Wahrscheinlich ist es gerade jetzt nötiger denn in allen Jahrzehnten bundesdeutscher Geschichte zuvor. Es ist offensichtlich, dass zum Ende des ersten Jahrzehnts im 21. Jahrhundert etwas gründlich zu Ende gegangen ist, dass bis dahin gültige gesellschaftliche und ökonomische Axiome zerbrochen sind. Und doch gibt es nirgendwo eine auch nur vage Skizze für die Zeit danach, für den »Postsozialismus«, »Postkapitalismus«, das »Postchristliche«, auch den »Postliberalismus« oder »Postkonservatismus« in den ideell rundum ausgenüchterten europäischen Gesellschaften. Wohl in keiner neuzeitlichen Krise herrschte eine solche Begriffslosigkeit bei der Betrachtung von Zukunft, bei den Erörterungen über das »Danach« wie in der gegenwärtigen. Nochmals: Die im Bundestag vertretenen Parteien, die auf Konflikten basieren, können das Neue strukturell nicht antizipieren. Verantwortlich dafür ist keineswegs die oft gern attestierte Abgehobenheit der Parlamentarier in Deutschland. Im Gegenteil: Der demokratische Rundum-Anspruch auf öffentliche Präsenz und Transparenz der Volksvertreter in Medien und Bürgerberatungen, bei Feuerwehr und Schützenfesten, als aktive Blogger oder Twitterer und dergleichen mehr hat zu einer atemlosen, häufig genug auch sinnlosen Umtriebigkeit geführt, in der stille Orte gründlicher Analyse und weitsichtiger Perspektivbildung sich nicht mehr haben halten können.

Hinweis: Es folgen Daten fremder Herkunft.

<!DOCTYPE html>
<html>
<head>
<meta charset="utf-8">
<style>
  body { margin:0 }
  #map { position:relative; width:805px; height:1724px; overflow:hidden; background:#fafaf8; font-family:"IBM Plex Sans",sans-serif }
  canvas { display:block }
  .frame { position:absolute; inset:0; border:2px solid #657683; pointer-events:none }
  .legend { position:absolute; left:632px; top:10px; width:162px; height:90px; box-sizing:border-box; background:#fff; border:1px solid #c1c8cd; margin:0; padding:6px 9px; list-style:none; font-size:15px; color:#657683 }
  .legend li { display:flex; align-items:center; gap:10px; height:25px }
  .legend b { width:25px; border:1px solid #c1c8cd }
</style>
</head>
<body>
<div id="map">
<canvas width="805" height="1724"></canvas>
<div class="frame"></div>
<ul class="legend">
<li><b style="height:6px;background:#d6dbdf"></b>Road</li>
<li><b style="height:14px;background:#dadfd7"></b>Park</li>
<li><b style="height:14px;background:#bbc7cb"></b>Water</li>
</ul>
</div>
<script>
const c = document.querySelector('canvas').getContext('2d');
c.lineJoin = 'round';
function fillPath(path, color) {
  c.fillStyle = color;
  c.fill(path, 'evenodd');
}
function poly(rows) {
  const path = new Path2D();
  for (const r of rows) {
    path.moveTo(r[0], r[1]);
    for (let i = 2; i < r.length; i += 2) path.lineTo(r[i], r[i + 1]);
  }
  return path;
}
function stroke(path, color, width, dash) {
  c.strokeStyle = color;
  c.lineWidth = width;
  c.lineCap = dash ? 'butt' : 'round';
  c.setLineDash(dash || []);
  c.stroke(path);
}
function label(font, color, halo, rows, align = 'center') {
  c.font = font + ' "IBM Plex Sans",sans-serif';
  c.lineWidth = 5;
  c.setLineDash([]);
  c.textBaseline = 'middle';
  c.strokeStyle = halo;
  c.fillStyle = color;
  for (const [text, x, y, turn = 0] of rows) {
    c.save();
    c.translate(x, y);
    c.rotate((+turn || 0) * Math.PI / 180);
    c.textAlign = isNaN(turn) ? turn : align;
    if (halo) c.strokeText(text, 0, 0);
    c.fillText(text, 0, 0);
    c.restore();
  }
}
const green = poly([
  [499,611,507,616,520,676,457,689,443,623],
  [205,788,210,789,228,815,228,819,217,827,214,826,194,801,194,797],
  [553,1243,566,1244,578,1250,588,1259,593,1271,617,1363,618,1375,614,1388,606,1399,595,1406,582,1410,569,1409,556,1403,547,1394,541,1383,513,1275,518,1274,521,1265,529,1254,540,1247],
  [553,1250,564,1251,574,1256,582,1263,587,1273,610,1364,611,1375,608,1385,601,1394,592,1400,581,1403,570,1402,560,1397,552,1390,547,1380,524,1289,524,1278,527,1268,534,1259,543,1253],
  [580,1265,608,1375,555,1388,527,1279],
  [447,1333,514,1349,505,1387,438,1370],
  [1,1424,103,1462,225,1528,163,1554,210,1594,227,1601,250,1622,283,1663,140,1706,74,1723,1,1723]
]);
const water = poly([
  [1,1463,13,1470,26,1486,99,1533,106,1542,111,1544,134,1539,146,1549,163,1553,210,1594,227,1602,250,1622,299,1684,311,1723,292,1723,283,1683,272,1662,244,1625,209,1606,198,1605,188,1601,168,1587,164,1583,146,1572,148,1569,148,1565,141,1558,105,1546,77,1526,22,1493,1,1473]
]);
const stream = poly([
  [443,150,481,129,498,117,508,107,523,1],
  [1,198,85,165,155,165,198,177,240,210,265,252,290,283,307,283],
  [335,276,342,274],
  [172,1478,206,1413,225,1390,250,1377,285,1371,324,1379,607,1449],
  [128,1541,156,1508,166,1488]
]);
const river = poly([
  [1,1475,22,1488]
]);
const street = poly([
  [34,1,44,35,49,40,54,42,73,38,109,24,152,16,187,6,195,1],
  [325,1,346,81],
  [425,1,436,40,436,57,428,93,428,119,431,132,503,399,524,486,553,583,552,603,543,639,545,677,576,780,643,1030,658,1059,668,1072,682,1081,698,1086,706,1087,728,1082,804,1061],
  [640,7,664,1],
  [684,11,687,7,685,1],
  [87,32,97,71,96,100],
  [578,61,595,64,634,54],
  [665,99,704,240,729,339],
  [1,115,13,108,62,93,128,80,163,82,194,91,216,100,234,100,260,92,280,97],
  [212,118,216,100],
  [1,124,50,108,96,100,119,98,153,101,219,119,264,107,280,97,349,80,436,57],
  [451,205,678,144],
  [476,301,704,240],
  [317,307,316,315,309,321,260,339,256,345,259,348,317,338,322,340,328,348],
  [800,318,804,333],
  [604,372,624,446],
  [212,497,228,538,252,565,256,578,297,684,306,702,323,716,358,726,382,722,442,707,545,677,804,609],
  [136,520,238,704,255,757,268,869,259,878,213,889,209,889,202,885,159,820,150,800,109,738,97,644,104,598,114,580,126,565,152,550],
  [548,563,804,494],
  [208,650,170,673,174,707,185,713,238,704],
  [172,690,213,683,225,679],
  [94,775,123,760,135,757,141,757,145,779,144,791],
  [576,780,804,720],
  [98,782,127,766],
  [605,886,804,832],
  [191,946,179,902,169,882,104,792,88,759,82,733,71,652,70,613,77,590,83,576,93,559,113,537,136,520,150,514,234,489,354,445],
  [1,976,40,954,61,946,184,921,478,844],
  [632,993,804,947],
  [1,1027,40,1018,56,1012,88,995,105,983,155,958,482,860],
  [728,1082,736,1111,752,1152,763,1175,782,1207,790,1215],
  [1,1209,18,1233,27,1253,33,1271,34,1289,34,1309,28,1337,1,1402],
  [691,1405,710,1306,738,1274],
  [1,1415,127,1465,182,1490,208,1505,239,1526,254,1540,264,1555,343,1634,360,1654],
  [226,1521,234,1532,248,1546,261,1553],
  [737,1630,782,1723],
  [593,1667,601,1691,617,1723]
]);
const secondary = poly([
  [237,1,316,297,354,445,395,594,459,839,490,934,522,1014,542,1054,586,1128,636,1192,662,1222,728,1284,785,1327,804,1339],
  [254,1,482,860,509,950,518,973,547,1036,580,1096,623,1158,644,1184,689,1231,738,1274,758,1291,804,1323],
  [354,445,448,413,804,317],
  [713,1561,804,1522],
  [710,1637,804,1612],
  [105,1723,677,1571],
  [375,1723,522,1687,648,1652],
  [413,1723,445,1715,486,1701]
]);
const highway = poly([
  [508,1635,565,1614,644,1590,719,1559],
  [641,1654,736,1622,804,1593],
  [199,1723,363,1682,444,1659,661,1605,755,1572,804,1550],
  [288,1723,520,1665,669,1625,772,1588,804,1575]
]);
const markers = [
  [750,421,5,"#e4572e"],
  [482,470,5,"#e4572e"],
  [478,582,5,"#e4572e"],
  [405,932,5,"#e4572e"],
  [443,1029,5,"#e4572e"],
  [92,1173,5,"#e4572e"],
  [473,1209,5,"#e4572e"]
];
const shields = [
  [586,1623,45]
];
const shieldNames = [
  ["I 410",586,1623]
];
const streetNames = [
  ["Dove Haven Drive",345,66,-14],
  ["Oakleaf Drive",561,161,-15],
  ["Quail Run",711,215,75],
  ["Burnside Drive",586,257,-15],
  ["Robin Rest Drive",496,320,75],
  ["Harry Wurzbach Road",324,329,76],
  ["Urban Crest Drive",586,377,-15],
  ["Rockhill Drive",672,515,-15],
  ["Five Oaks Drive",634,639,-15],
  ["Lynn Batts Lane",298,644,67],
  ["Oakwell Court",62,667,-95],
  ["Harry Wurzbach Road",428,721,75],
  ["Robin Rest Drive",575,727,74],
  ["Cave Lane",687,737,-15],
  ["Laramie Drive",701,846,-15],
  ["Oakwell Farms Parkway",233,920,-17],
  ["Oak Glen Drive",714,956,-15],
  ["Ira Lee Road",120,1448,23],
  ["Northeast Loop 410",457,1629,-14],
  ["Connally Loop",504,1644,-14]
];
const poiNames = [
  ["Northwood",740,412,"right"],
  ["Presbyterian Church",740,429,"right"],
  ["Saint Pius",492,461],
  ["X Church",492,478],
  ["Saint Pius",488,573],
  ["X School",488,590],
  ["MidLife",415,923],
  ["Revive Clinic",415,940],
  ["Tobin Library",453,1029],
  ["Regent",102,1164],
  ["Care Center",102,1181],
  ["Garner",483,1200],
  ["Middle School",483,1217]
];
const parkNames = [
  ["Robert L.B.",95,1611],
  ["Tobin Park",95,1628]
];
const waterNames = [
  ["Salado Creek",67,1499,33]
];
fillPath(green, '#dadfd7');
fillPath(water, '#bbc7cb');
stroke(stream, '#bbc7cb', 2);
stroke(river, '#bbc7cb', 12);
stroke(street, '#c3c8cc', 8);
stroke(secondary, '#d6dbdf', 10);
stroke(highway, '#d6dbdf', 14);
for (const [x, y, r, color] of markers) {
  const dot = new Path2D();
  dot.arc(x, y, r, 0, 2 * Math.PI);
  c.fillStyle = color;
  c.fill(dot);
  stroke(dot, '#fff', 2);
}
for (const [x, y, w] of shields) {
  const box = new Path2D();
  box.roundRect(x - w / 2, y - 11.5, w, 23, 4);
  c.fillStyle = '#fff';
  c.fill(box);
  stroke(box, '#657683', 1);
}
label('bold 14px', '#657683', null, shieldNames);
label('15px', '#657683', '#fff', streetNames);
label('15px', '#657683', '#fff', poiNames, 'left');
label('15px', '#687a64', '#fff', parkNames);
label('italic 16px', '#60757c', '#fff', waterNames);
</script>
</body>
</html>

Oratorische Fähigkeiten und intellektueller Glanz gelten bei der Kür des ersten Mannes als nachrangige Kriterien

Insofern bildet das durch das Grundgesetz eingeräumte quasi-monarchistische Privileg eines Einzelnen, in der politischen Arena den ruhenden Pol bilden zu dürfen, zwar einen Störfaktor im parlamentarischen Grundgerüst, aber auch eine komplementäre Chance. Repräsentation des Staates und Volksganzen schließen schrille Wechselhaftigkeiten oder erratische Winkelzüge aus. Ein Bundeskanzler wird häufig genug ein Situationist sein müssen, ein Bundespräsident sollte dies tunlichst vermeiden. Mehr noch: Beginnen auch Bundespräsidenten damit, bei jeder Gelegenheit in die Trompete zu blasen, um Aufbrüche anzukündigen, unbekannten Ufern entgegenzustreben und für permanente Neu-Erfindungen der Nation zu plädieren, dann wird man sich nicht grundlos fürchten müssen, dass cäsaristische Absichten dahinterstecken, dass das große Plebiszit des Volkes für den Retter vorne angestrebt wird. Natürlich lauert darin eine Gefahr: Im Zuge stets steigender Verdrossenheitswerte über Parteien und parlamentarische Regierungen mag die Versuchung den sämtlichen alltagspolitischen Niederungen und Zwängen selbst-entrückten Präsidenten zu locken, sich zum Sprecher und auserwählten Organ des Volkswillens zu stilisieren und auf französische Vorbilder zu schielen. Schließlich herrscht sowieso eine Art postmoderne Hindenburg-Stimmung im überkommenen deutschen Bürgertum. »Für das Vaterland beide Hände, aber nichts für die Parteien«, hieß es 1925, als zu Ehren der Hindenburg-Wahl eine Münze geprägt wurde, welche eben diese Aufschrift verpasst bekam.[14] Im Jahr 2012 gilt der Schwur nicht mehr – man ist nunmehr europäisch, wenn nicht gar weltbürgerlich – dem Vaterland, aber an der elitären Verachtung von Parteien, Interessengruppen, vom »Kuhhandel« in jeder Kompromissbildung hat sich bei den »Gebildeten« ebenso wie im »Volk« in Deutschland nichts geändert.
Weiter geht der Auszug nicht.